Le'ts see how it works. Assume we have a non-trivial coordinate transformation, $$x\to x'$$, which is nonetheless trivial at the initial values $$x^0< t_0$$ as well as outside a hole $$|x^i|> l_0$$. Let's consider a solution $$g_{\mu\nu}(x)$$ of the Einstein equations, and rewrite this same solution in the other coordinates: $g_{\mu\nu}(x) \to g'_{\mu'\nu'}(x') = \frac{\partical x^\mu}{\partical x^{\mu'}}\frac{\partical x^\nu}{\partical x^{\nu'}} g_{\mu\nu}(x(x'))$

This gives some metric $$g'_{\mu\nu}(x')$$. Given that outside the hole $$x^0< t_0,|x^i|> l_0$$ we have $$x'=x$$, no difference will be visible outside. But inside, where the coordinates differ, above expressions look different - as they should, once they are written in different coordinates.

But now let's, in a second operation, simply replace the denotation of the changed coordinates back to the old ones, but leaving the expression as it is: $g'_{\mu'\nu'}(x') \to g'_{\mu\nu}(x)$

In this second replacement, we have not followed the rules how to transform the representation in coordinates if one simply wants to describe the same solution in other coordinates. So, we have changed the metric. The metric $$g'_{\mu\nu}(x,t)$$ is different from $$g_{\mu\nu}(x,t)$$, even if now written in the same coordinate $$x$$. Nonetheless, the equations are covariant, thus, have the same form in all coordinates.

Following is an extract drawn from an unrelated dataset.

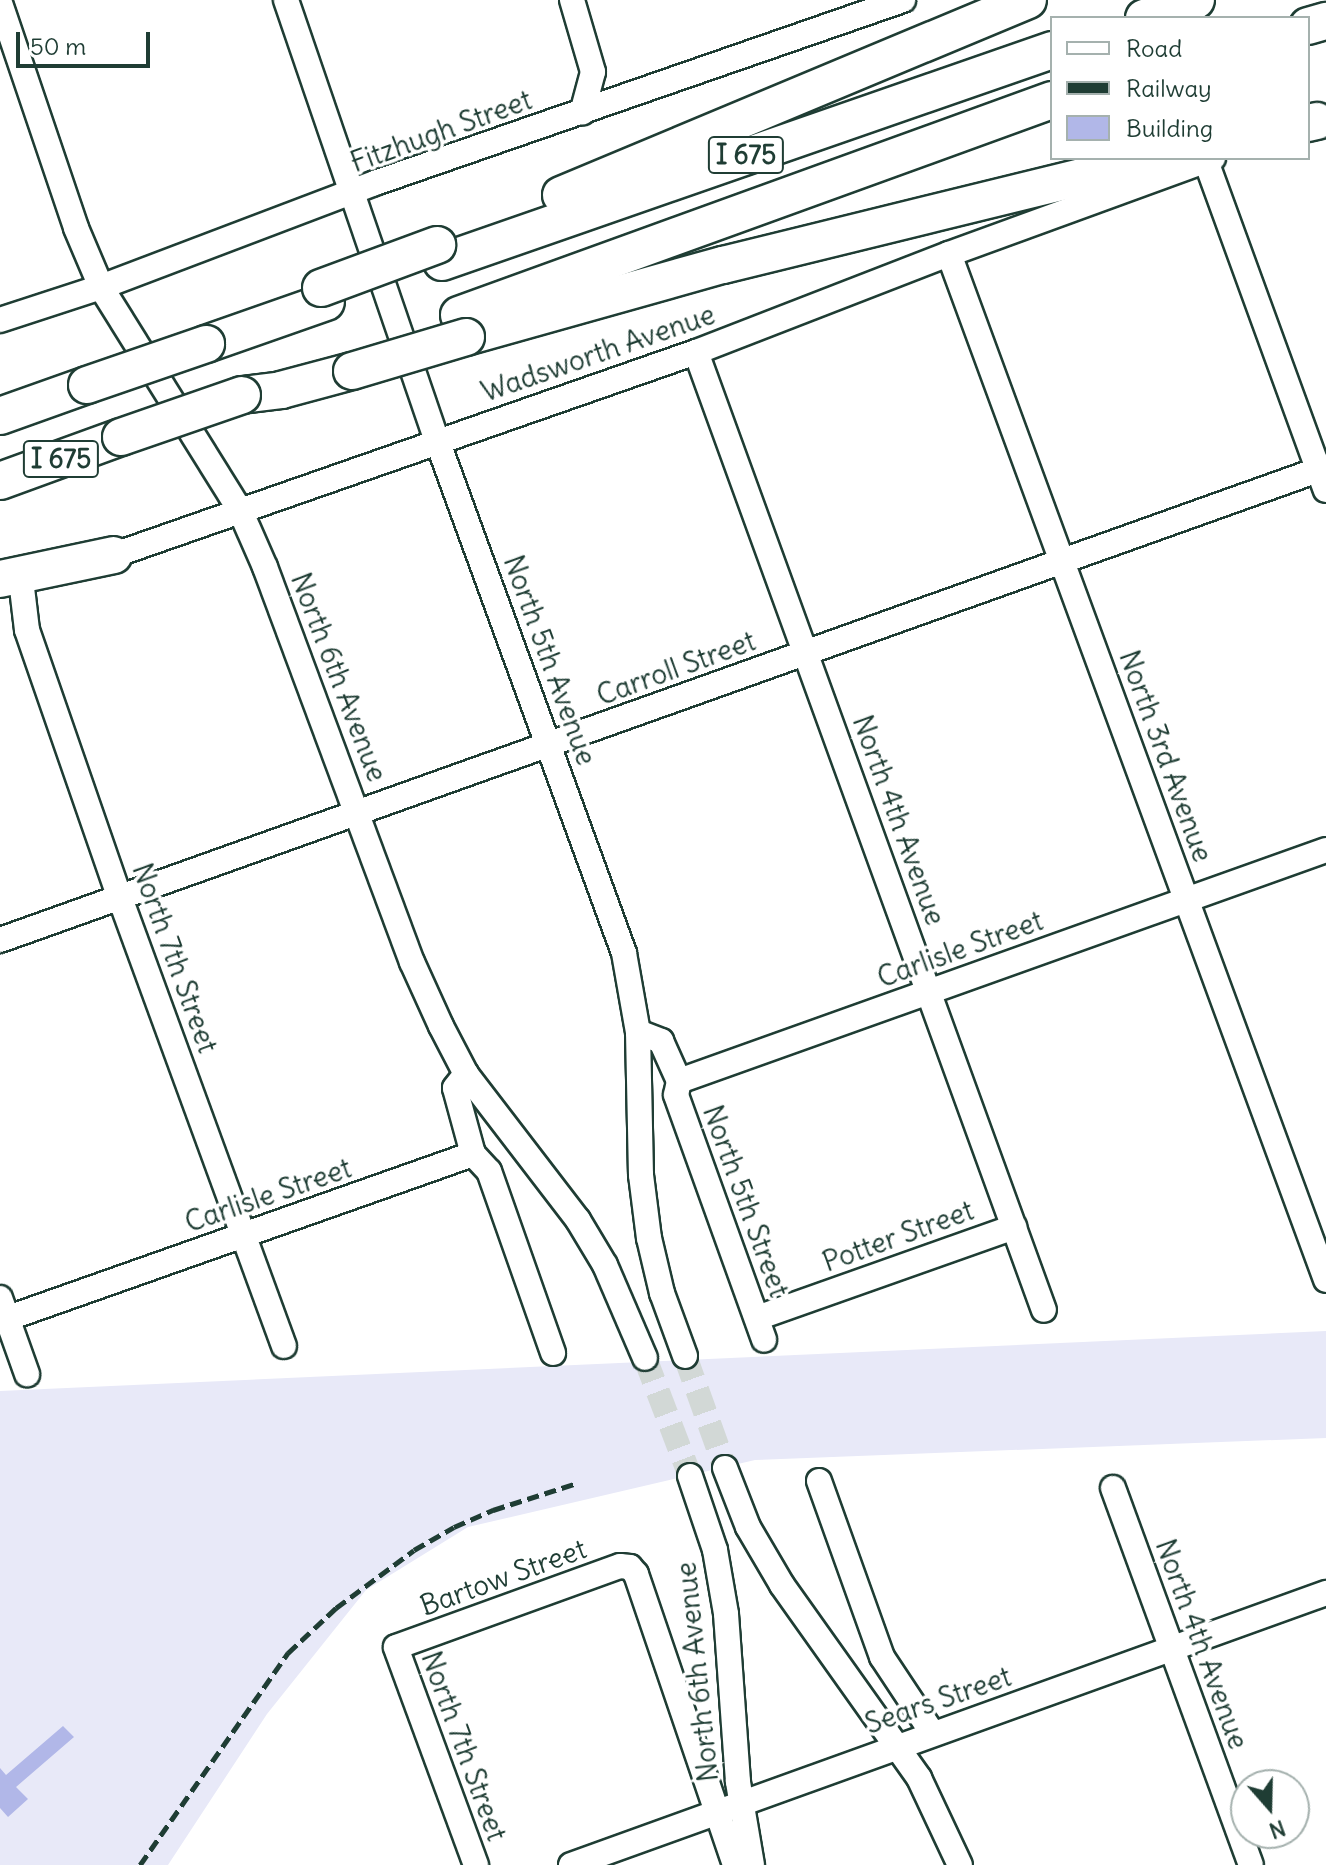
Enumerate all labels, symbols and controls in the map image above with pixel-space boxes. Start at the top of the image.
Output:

So, the equation is the same, the solution looks the same too, thus, $$g'_{\mu\nu}(x)$$ is also a solution of the covariant Einstein equations.

Moreover, by the assumption that the coordinates agree outside the hole, we also have $$g'_{\mu\nu}(x) = g_{\mu\nu}(x)$$ outside the hole. And that means we have found two different solutions of the Einstein equations which have the same initial values as well as the same boundary values.